Bruce Page Wilson, former president of Mercantile-Safe Deposit & Trust Co., who earlier had been president of the old Baltimore & Annapolis Railroad, died July 5 of complications from a stroke at Nubbin Ridge, his Green Spring Valley home, where he had lived for more than half a century.
He was 92.
"Bruce Wilson was a very strong and ethical person. He had it all," said H. Grant Hathaway, former chairman and chief executive officer of the old Equitable Trust Bank. "He was ... a terrific competitor."
Mr. Wilson was born and raised in Binghamton, N.Y., where his father was mayor and a banker with an interest in railroads and his mother was a homemaker.
He attended the Adirondack-Florida School and graduated in 1938 from Phillips Exeter Academy.
At Princeton University, he ran track and played football and was proud, family members said, that his was the only class in university history to beat Yale University all four years.
Mr. Wilson graduated from Princeton in 1942 with a bachelor's degree in politics from the Woodrow Wilson School of Public and International Affairs.
While at Princeton, Mr. Wilson had been a member of the Army ROTC, and after graduation, joined the 498th Armored Field Artillery Battalion of the 13th Armored Division, where he was a captain and battery commander.
His outfit reached Europe just in time for the final phases of the incursion into Bavaria with Gen. George S. Patton Jr.'s 3rd Army and, later, Gen. Omar Bradley's 12th Army.
After the war ended on May 8, 1945, Mr. Wilson's unit helped secure Adolf Hitler's "Eagle's Nest" mountain retreat at Berchtesgaden.
Mr. Wilson was discharged in 1946 with the rank of major. His decorations included a Bronze Star.
In 1946, Mr. Wilson married Laura Dell "Din" Meacham, whose father owned the Steeltin Can Corp., a Baltimore-based container manufacturing company.
Mr. Wilson was secretary and treasurer of Steeltin when he resigned in 1948 to join the Baltimore & Annapolis Railroad Co. as executive assistant to the president, a position he assumed the following year and held for a decade.
It was during his tenure with the B&A that the railroad company abandoned its unprofitable passenger service in 1950 and diversified into the commuter and charter bus business. He further diversified the company when he established the Wilson-Tolchester Steamship Co. and a charter helicopter service.
Mr. Wilson left the B&A in 1961, when he became a divisional vice president of the Carling Brewing Co., which was one of the nation's largest breweries at the time.
He declined being named the company's chief executive because it would have required a move to Cleveland, and he went to work instead for Mercantile Bankshares Corp. in 1970.
In 1975, he was named president and chief operating officer of Mercantile-Safe Deposit & Trust Co., a position he held until 1983, when he was elected vice chairman of the board.
"When I took over, we were starting to grow the bank, which basically had been a trust operation with a small commercial operation," said H. Furlong Baldwin, who had been chairman of Mercantile Bankshares Corp. for 25 years.
"I had known Bruce as a friend and as a director.
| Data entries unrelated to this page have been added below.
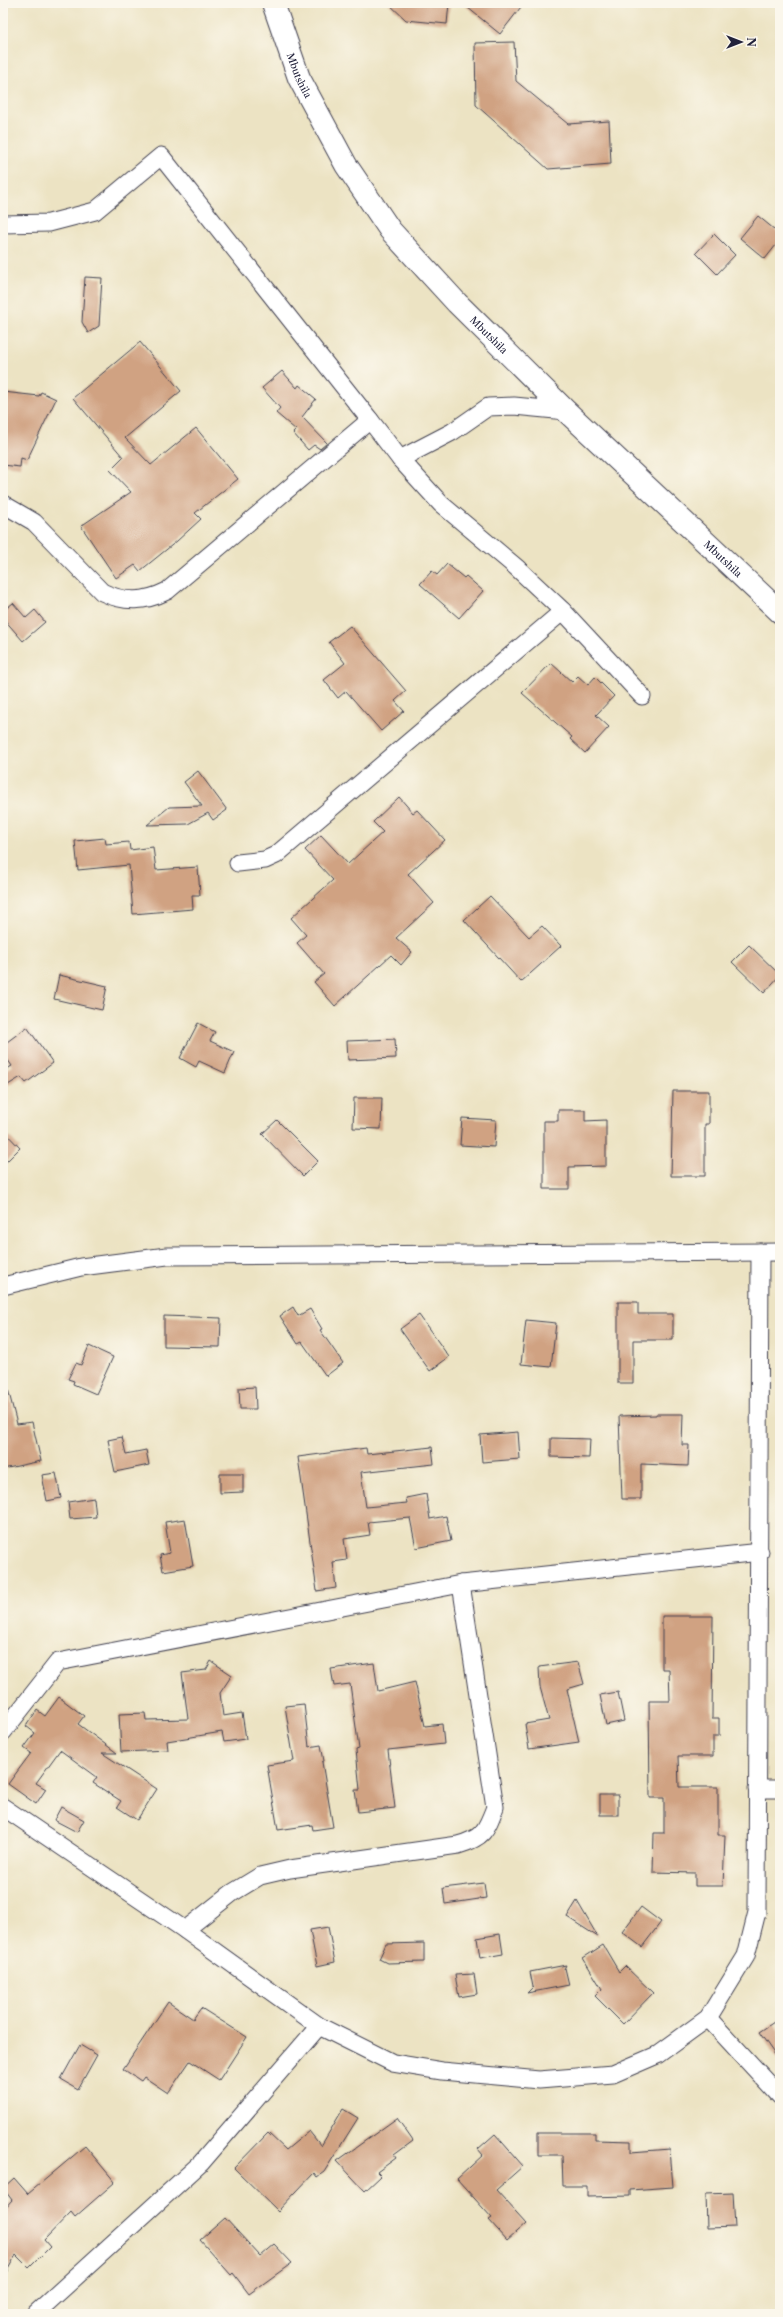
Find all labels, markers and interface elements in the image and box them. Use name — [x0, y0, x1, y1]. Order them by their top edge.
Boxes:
north arrow — [721, 22, 761, 62]
text: N — [744, 37, 758, 47]
street label: Mbutshila — [284, 51, 315, 101]
street label: Mbutshila — [468, 313, 511, 357]
street label: Mbutshila — [701, 538, 746, 580]

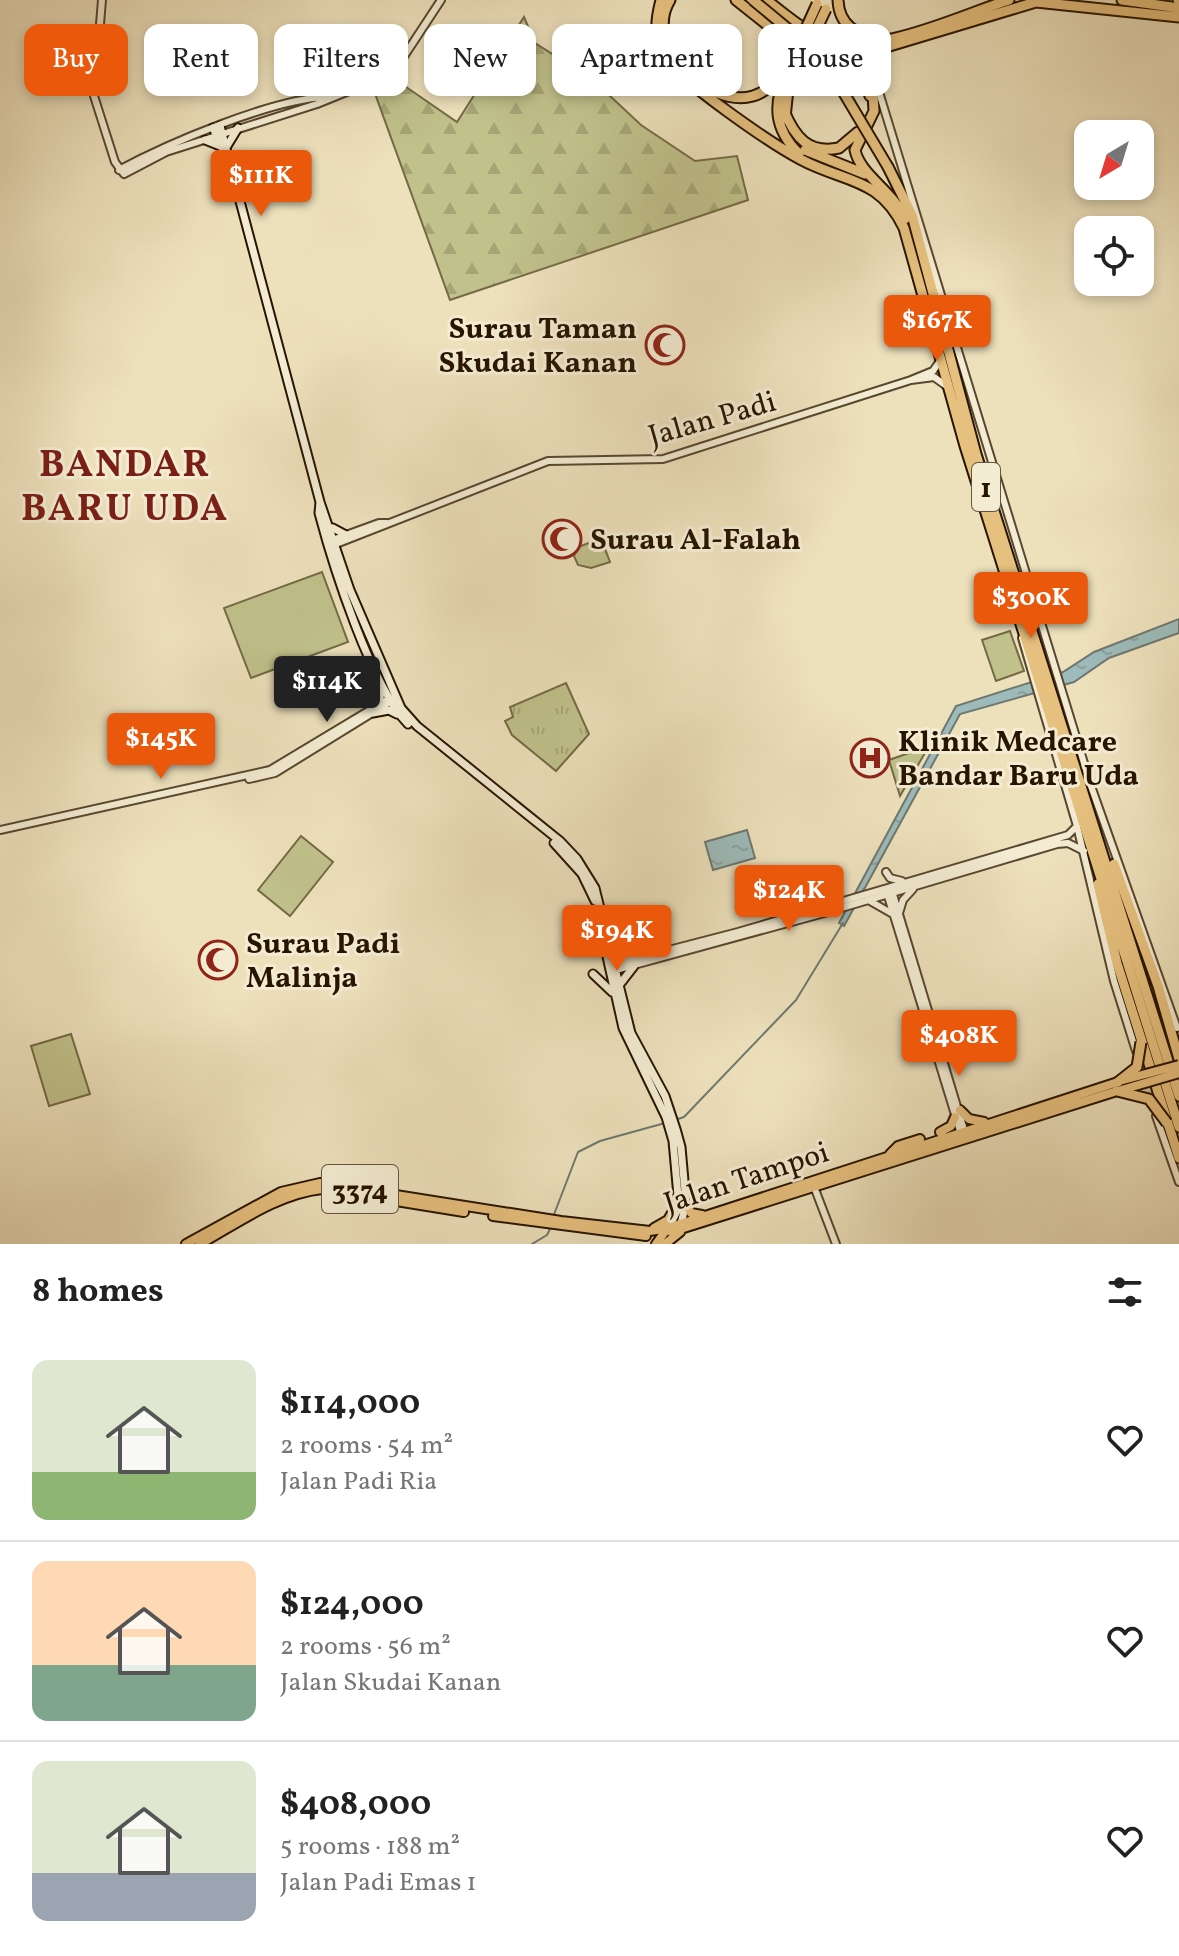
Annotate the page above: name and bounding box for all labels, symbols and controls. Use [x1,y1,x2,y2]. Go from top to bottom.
chip: Buy [24,24,128,96]
chip: Rent [144,24,258,96]
chip: Filters [274,24,408,96]
chip: New [424,24,536,96]
chip: Apartment [552,24,742,96]
chip: House [758,24,891,96]
north arrow [1074,120,1154,200]
map controls [1074,120,1154,296]
pin: $111K [205,150,317,218]
text: $111K [229,158,293,194]
button: locate [1074,216,1154,296]
pin: $167K [881,295,993,363]
text: $167K [902,303,972,339]
place label: Surau Taman Skudai Kanan [439,309,637,385]
mosque icon: Surau Taman Skudai Kanan [644,324,686,366]
street label: Jalan Padi [644,382,781,458]
district label: BANDAR BARU UDA [21,440,229,537]
road number: 1 [972,463,1000,511]
mosque icon: Surau Al-Falah [541,518,583,560]
place label: Surau Al-Falah [590,520,801,562]
pin: $300K [975,572,1087,640]
text: $300K [992,580,1070,616]
pin: $114K [271,656,383,724]
text: $114K [292,664,362,700]
pin: $145K [105,713,217,781]
text: $145K [125,721,197,757]
place label: Klinik Medcare Bandar Baru Uda [898,722,1139,798]
hospital icon: Klinik Medcare Bandar Baru Uda [849,737,891,779]
pin: $124K [733,865,845,933]
text: $124K [753,873,825,909]
pin: $194K [561,905,673,973]
text: $194K [580,913,654,949]
place label: Surau Padi Malinja [246,924,400,1000]
mosque icon: Surau Padi Malinja [197,939,239,981]
pin: $408K [903,1010,1015,1078]
text: $408K [920,1018,998,1054]
street label: Jalan Tampoi [659,1132,834,1225]
road number: 3374 [322,1165,398,1213]
text: 8 homes [32,1269,164,1316]
icon: filters [1103,1270,1147,1314]
text: $114,000 [280,1381,420,1428]
icon: home [96,1392,192,1488]
icon: heart [1103,1418,1147,1462]
text: 2 rooms · 54 m² [280,1428,453,1464]
text: Jalan Padi Ria [280,1464,437,1500]
text: $124,000 [280,1582,424,1629]
icon: home [96,1593,192,1689]
icon: heart [1103,1619,1147,1663]
text: 2 rooms · 56 m² [280,1629,451,1665]
text: Jalan Skudai Kanan [280,1665,501,1701]
text: $408,000 [280,1782,431,1829]
icon: home [96,1793,192,1889]
icon: heart [1103,1819,1147,1863]
text: 5 rooms · 188 m² [280,1829,460,1865]
text: Jalan Padi Emas 1 [280,1865,477,1901]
He had great experience as a businessman," said Mr. Baldwin. "We formed a holding company, and he played an integral role in running the lead bank. He gave us maturity and was very helpful to work with. We had a wonderful relationship."
After his retirement from Mercantile in 1984, Mr. Wilson became a consultant to the court-appointed conservator in the recovery and liquidation of the assets of Old Court Savings & Loan, the failed Baltimore thrift institution that had been owned by Jeffrey Levitt, who became a central figure in the nation's savings-and-loan debacle of the 1980s.
In addition to his banking career, Mr. Wilson was a co-founder of Walker-Wilson Travel Ltd., a Baltimore-based travel agency, with his close friend, M. Cooper Walker. The two men also were co-owners of Walker-Wilson Stables and owned horses that ran in flat and timber races.
During his business career, Mr. Wilson had served as a director of the B&A Railroad Co., Maryland-D.C. Utilities Association, Greater Baltimore Committee, Baltimore Chamber of Commerce, Mercantile Bankshares Corp., Steeltin Can Co., WMAR-TV and Ward Machinery Co.
His charitable board memberships included the United Way of Central Maryland, Union Memorial Hospital, W. Alton Jones Foundation and Golfers Charitable Association, and he had been chairman of the Baltimore Community Foundation.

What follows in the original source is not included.